MOSCOW (Reuters) - With three national languages and a Spanish coach who talks in none of them, their World Cup camp might be a feuding Tower of Babel but Roberto Martinez has forged a harmony he is proud to say makes Belgium “boring”.
A common language of global English unites a star-studded squad in which only one man still plays in the domestic Belgian league, China-based midfielder Axel Witsel told reporters on Friday ahead of Saturday’s Group G match against Tunisia.
“There’s no problem,” said the former Standard Liege, Benfica and Zenit St. Petersburg player. “We are Belgium. We are all together and that’s the most important thing.”
Disappointments at past major tournaments have been marked by recriminations that reflect both a super-abundance of individual talent — with egos to match — and longstanding divisions between Belgium’s French- and Dutch-speaking halves.
It was Martinez’s record of forging disciplined team units in the English Premier League which helped get him hired after Marc Wilmots, Belgium’s top World Cup goalscorer, failed to lead them beyond the quarter-finals in Brazil and at Euro 2016.
And it was a mark of the Spaniard’s determination to put internal peace above personality that he withstood a storm of abuse from Belgian fans to leave behind Radja Nainggolan, saying the vocal Roma maestro would simply not fit in to a squad where he would play second fiddle to Kevin De Bruyne and Eden Hazard.
When reporters probed for a story on the controversy, asking Witsel if Nainggolan had been in touch with the squad in Russia, Witsel batted the question away, flatly refusing to answer.
Prodded about the lack of controversy coming out of the camp compared to past Red Devils’ travels, Martinez made no excuses:
“We do want to be boring,” he said. “We are a football team.
“We’re not here to bring stories or try to fill pages for the wrong reasons.
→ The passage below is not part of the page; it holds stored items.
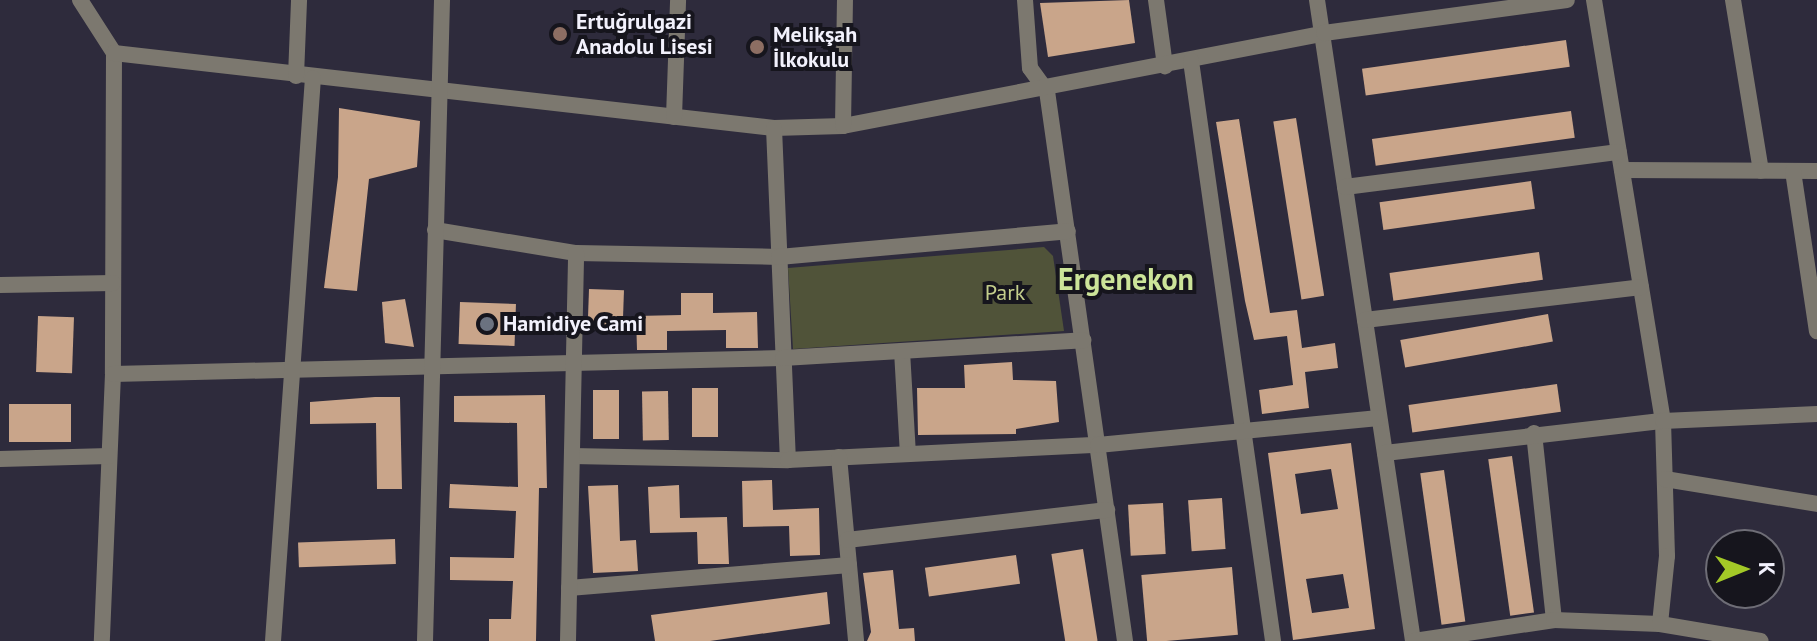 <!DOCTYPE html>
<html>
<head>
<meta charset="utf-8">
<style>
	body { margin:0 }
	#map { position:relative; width:1817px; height:641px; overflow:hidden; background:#2e2b3c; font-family:"PT Sans",sans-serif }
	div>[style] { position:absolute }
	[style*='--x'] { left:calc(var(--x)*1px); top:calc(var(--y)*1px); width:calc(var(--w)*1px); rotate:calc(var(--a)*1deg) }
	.green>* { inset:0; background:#505339 }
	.building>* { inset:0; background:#c9a58a; transform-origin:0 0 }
	.minor>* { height:16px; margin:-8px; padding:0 8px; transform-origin:8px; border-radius:8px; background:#7c786f }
	.dots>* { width:22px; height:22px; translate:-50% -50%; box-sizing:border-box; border:4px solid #16151d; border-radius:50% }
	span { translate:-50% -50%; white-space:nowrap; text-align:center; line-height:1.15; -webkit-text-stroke:8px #16151d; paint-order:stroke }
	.poi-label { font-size:22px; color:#f2f1fc; font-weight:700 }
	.left { translate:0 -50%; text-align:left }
	.park-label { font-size:22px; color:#c4ce8c }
	.district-label { font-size:30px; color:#cce499; font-weight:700 }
	.north { position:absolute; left:1705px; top:529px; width:80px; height:80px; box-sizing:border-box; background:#16151d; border:2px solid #6e6d76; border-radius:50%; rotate:89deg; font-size:22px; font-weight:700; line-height:32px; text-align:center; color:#f2f1fc }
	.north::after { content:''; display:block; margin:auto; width:28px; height:36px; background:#a3c927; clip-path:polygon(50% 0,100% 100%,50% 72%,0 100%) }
</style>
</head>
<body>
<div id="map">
	<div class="green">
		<i style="clip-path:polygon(1044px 247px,1053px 256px,1064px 331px,793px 349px,788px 268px)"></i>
	</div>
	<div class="building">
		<i style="clip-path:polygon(1129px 0,1135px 43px,1048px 57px,1040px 3px)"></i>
		<i style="left:1566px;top:40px;width:27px;height:206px;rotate:82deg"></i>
		<i style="clip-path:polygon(339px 108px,420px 121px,417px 167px,369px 179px,357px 291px,324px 288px,338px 177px)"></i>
		<i style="left:1571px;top:111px;width:27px;height:201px;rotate:82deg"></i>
		<i style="left:1296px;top:118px;width:180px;height:23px;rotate:81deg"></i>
		<i style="clip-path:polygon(1239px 119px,1270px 313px,1297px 310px,1302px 348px,1335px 343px,1338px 368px,1305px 372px,1309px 408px,1262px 414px,1259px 390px,1293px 385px,1287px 336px,1254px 340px,1245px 301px,1216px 122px)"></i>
		<i style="left:1531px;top:181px;width:28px;height:153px;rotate:82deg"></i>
		<i style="left:1539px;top:252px;width:28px;height:151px;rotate:82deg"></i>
		<i style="left:589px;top:289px;width:35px;height:36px;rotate:2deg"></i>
		<i style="clip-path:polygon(681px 293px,713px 293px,713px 313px,757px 312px,758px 348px,726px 348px,726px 330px,667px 331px,667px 350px,637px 350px,636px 316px,681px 315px)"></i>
		<i style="clip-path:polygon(405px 299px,414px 347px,385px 343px,382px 302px)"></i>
		<i style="left:460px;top:302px;width:56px;height:42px;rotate:2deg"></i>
		<i style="left:1548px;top:314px;width:28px;height:150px;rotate:80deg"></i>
		<i style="left:38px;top:316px;width:36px;height:56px;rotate:2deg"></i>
		<i style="clip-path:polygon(1012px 362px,1013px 380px,1056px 381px,1059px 422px,1016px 429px,1016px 434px,918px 435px,917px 388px,965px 388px,964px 365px)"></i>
		<i style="left:1557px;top:384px;width:28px;height:150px;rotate:82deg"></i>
		<i style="left:692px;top:388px;width:26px;height:49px"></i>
		<i style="left:593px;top:390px;width:26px;height:49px"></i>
		<i style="left:668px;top:391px;width:49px;height:26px;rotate:89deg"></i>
		<i style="clip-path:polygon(545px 395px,547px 488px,539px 488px,536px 641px,489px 641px,489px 619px,511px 619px,513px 581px,450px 580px,450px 557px,514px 558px,516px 511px,449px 508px,450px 484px,518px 487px,517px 423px,454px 422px,454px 396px)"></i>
		<i style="clip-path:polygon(375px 397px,400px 397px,402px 489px,377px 489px,376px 423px,310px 424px,310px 402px)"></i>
		<i style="left:71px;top:404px;width:38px;height:62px;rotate:90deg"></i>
		<i style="clip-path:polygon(evenodd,1351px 443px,1375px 629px,1293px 640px,1268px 453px,1351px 443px,1331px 469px,1338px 509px,1301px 514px,1295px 474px,1331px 469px,1351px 443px,1343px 574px,1349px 608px,1312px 613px,1306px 579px,1343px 574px)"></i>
		<i style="left:1512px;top:456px;width:158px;height:24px;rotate:82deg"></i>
		<i style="left:1444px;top:470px;width:153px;height:24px;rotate:82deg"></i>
		<i style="clip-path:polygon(772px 480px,773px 510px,819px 508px,820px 555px,790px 556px,789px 526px,743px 527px,742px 481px)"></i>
		<i style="clip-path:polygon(618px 485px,620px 541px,636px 540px,638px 571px,593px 573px,588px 486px)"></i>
		<i style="clip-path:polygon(679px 485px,680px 518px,727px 517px,729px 564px,698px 564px,697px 532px,650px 533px,648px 487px)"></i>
		<i style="left:1222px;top:498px;width:51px;height:34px;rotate:86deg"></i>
		<i style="left:1163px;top:503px;width:51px;height:35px;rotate:87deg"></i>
		<i style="left:395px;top:539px;width:25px;height:97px;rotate:88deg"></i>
		<i style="left:1083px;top:549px;width:93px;height:32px;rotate:81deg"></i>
		<i style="left:1016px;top:555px;width:29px;height:92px;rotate:82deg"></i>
		<i style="left:1232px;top:567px;width:68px;height:91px;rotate:85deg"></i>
		<i style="clip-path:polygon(893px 570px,899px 629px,914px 628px,915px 641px,867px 641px,871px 632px,863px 573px)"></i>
		<i style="clip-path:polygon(827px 592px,830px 624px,710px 641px,655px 641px,651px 615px)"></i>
	</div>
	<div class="minor">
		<i style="--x:80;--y:0;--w:63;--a:57.3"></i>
		<i style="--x:114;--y:53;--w:321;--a:90.2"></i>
		<i style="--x:113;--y:374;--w:267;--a:92.4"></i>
		<i style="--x:1025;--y:0;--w:68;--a:85.8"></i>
		<i style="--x:1030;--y:68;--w:29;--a:54"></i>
		<i style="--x:1047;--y:91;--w:556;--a:81.93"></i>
		<i style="--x:1156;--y:0;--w:67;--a:82.2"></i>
		<i style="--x:1317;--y:0;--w:648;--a:81.48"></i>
		<i style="--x:1594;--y:0;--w:427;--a:80.7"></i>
		<i style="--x:1663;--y:421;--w:135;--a:88.3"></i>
		<i style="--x:1667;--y:556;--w:68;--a:95.9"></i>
		<i style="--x:1733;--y:0;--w:173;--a:80.7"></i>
		<i style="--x:114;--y:53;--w:664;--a:6.48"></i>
		<i style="--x:774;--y:128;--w:69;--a:-1.7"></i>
		<i style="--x:843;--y:126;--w:490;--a:-10.9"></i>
		<i style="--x:1324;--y:33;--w:245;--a:-7.7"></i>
		<i style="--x:1191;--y:61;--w:586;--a:81.95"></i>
		<i style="--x:296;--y:76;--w:76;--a:-87.7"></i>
		<i style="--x:674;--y:117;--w:117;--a:-88"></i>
		<i style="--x:843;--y:126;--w:126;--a:-89.1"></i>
		<i style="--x:774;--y:128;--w:332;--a:87.6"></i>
		<i style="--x:1622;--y:170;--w:195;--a:0.3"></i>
		<i style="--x:1793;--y:171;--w:162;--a:81.5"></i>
		<i style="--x:1345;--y:187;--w:276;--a:-7.3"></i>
		<i style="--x:435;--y:230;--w:143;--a:9.3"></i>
		<i style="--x:576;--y:253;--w:203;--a:1.1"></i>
		<i style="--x:779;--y:257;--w:290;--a:-5.1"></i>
		<i style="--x:0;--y:285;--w:113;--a:-1"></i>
		<i style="--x:1365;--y:320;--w:278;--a:-6.8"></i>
		<i style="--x:902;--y:351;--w:103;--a:86.7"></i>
		<i style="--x:113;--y:374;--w:670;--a:-1.37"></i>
		<i style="--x:783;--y:358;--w:301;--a:-3.4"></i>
		<i style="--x:1534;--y:433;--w:188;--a:83.9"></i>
		<i style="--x:1385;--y:453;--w:280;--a:-6.6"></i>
		<i style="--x:1663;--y:421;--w:154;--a:-2.6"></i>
		<i style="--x:572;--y:456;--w:216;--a:1.1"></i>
		<i style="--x:788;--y:460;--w:310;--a:-2.8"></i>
		<i style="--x:1098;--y:445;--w:282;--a:-5.5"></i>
		<i style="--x:839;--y:457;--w:185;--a:84.7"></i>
		<i style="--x:0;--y:459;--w:109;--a:-1.6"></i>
		<i style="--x:1665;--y:479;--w:154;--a:9.3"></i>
		<i style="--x:847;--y:540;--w:262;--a:-6.6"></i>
		<i style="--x:569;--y:588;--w:281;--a:-4.7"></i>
		<i style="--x:273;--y:641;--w:564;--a:-85.94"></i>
		<i style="--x:425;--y:641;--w:641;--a:-88.48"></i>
		<i style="--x:568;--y:641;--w:388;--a:-88.8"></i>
		<i style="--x:1414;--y:641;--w:142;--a:-8.5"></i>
		<i style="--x:1554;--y:620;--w:106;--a:2.2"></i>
		<i style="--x:1660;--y:624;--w:102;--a:9.6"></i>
	</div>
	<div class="dots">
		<i style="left:560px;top:34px;background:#8d6e63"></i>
		<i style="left:757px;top:47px;background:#8d6e63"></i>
		<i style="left:487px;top:324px;background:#6b7280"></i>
	</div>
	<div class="poi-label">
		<span class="left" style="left:576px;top:34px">Ertuğrulgazi<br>Anadolu Lisesi</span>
		<span class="left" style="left:773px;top:47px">Melikşah<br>İlkokulu</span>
		<span class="left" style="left:503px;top:324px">Hamidiye Cami</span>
	</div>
	<div class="park-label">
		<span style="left:1005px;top:293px">Park</span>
	</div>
	<div class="district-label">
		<span style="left:1126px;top:279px">Ergenekon</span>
	</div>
	<div class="north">K</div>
</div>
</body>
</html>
We want to be a group that cares about each other, and find a way to feed all the exceptional individual talent we have,” said Martinez, who has spoken in the past of his admiration for how Belgium’s sometimes awkward cultural and linguistic diversity also creates very adaptable footballers.
Often described as the institution which, perhaps even more than the king, unites Dutch-speaking Flemings, French-speaking Walloons and the small German community, a team where most of the players are multilingual is growing in confidence it can give their 11 million compatriots something to cheer about.
Having beaten Panama 3-0, victory over Tunisia would see Belgium qualified for the last 16 before meeting England on Thursday. But with expectations mounting back home that this “golden generation” could lift Belgium’s first World Cup, Martinez is keeping his head.
“The World Cup doesn’t respect ‘generations’. The World Cup doesn’t respect big individual names. The World Cup only respects winning teams,” he said.
“The only thing that matters is how we can become a team and work extremely hard for each other — and then the individual talent could show.”